### MATERIALS PROVIDED

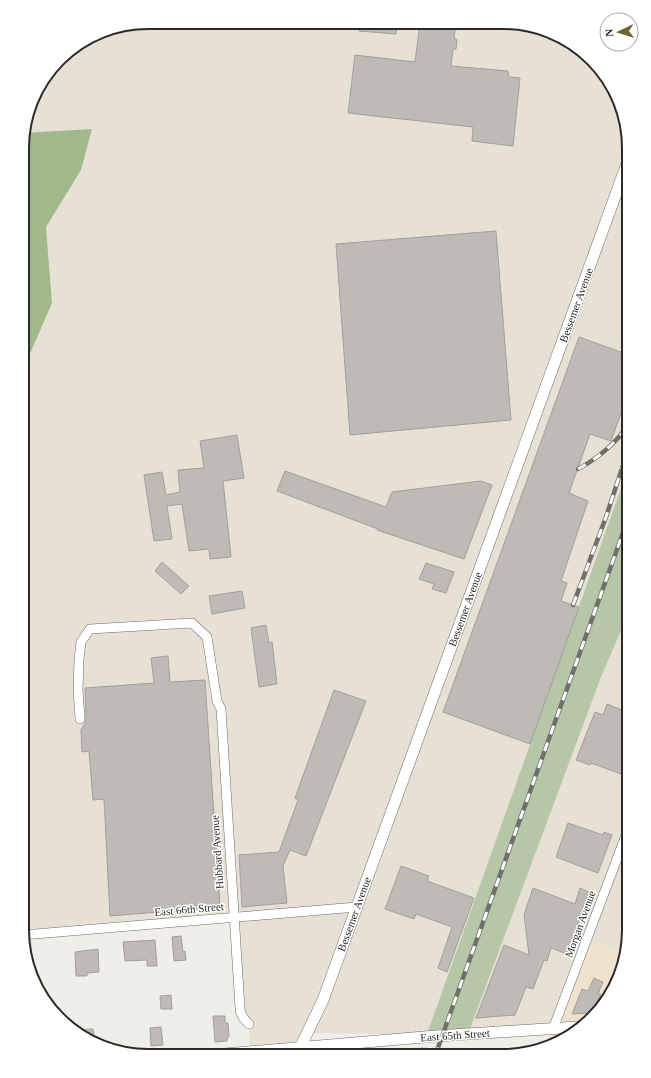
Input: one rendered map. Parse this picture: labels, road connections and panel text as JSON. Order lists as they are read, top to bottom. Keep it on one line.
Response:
{"streets":{"street":["Bessemer Avenue","Hubbard Avenue","East 66th Street","Morgan Avenue","East 65th Street"]},"crossings":[["Bessemer Avenue","East 66th Street"],["Bessemer Avenue","East 65th Street"],["Hubbard Avenue","East 66th Street"],["Morgan Avenue","East 65th Street"]],"north":"left"}
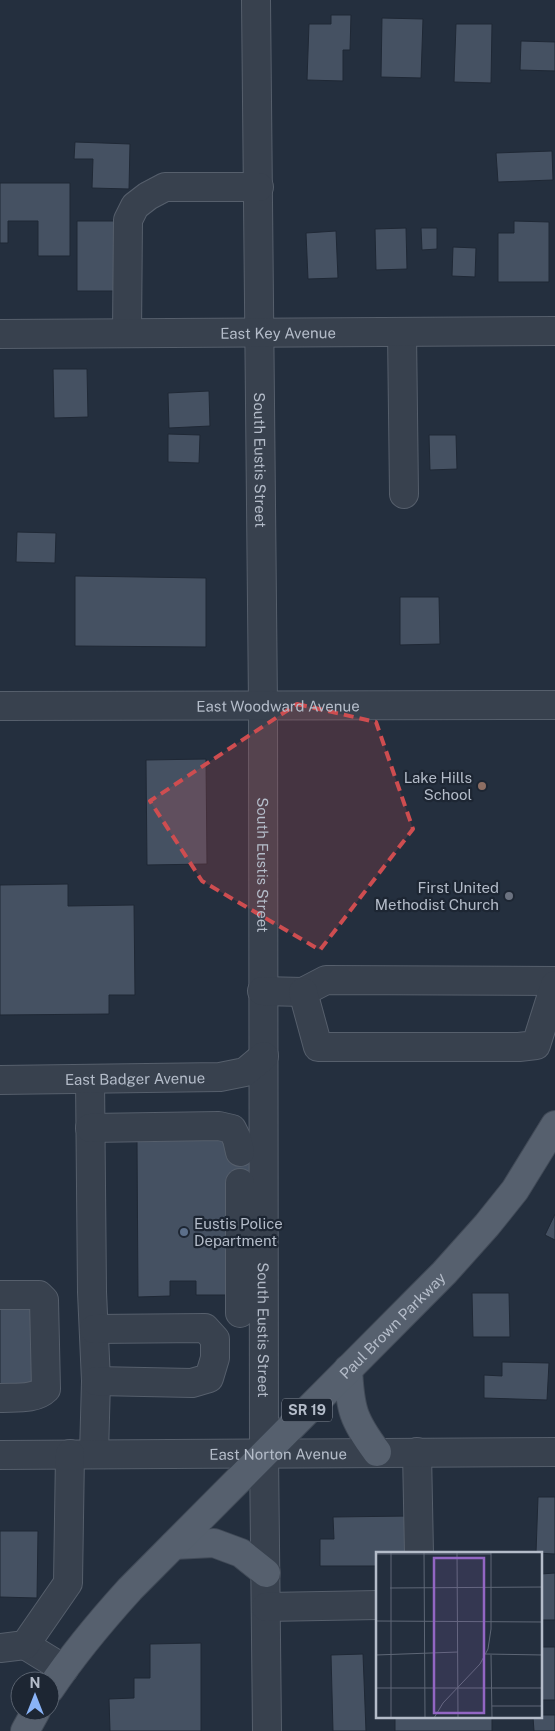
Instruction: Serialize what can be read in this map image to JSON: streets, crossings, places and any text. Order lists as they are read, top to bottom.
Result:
{
  "streets": {
    "main road": ["Paul Brown Parkway", "SR 19"],
    "street": [
      "East Key Avenue",
      "South Eustis Street",
      "East Woodward Avenue",
      "East Badger Avenue",
      "East Norton Avenue"
    ]
  },
  "crossings": [
    ["East Key Avenue", "South Eustis Street"],
    ["South Eustis Street", "East Woodward Avenue"],
    ["South Eustis Street", "East Badger Avenue"],
    ["South Eustis Street", "Paul Brown Parkway"],
    ["South Eustis Street", "East Norton Avenue"],
    ["Paul Brown Parkway", "East Norton Avenue"]
  ],
  "places": ["Lake Hills School", "First United Methodist Church", "Eustis Police Department"],
  "north": "top"
}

######

Write out each entry exactly, images excluded.

Input: one rendered map. Parse this picture: labels, road connections and panel text as JSON. Order lists as they are read, top to bottom. Keep it on one line.
Response:
{"streets":{"street":["Bessemer Avenue","Hubbard Avenue","East 66th Street","Morgan Avenue","East 65th Street"]},"crossings":[["Bessemer Avenue","East 66th Street"],["Bessemer Avenue","East 65th Street"],["Hubbard Avenue","East 66th Street"],["Morgan Avenue","East 65th Street"]],"north":"left"}
Instruction: Serialize what can be read in this map image to JSON: streets, crossings, places and any text. Order lists as they are read, top to bottom.
Result:
{
  "streets": {
    "main road": ["Paul Brown Parkway", "SR 19"],
    "street": [
      "East Key Avenue",
      "South Eustis Street",
      "East Woodward Avenue",
      "East Badger Avenue",
      "East Norton Avenue"
    ]
  },
  "crossings": [
    ["East Key Avenue", "South Eustis Street"],
    ["South Eustis Street", "East Woodward Avenue"],
    ["South Eustis Street", "East Badger Avenue"],
    ["South Eustis Street", "Paul Brown Parkway"],
    ["South Eustis Street", "East Norton Avenue"],
    ["Paul Brown Parkway", "East Norton Avenue"]
  ],
  "places": ["Lake Hills School", "First United Methodist Church", "Eustis Police Department"],
  "north": "top"
}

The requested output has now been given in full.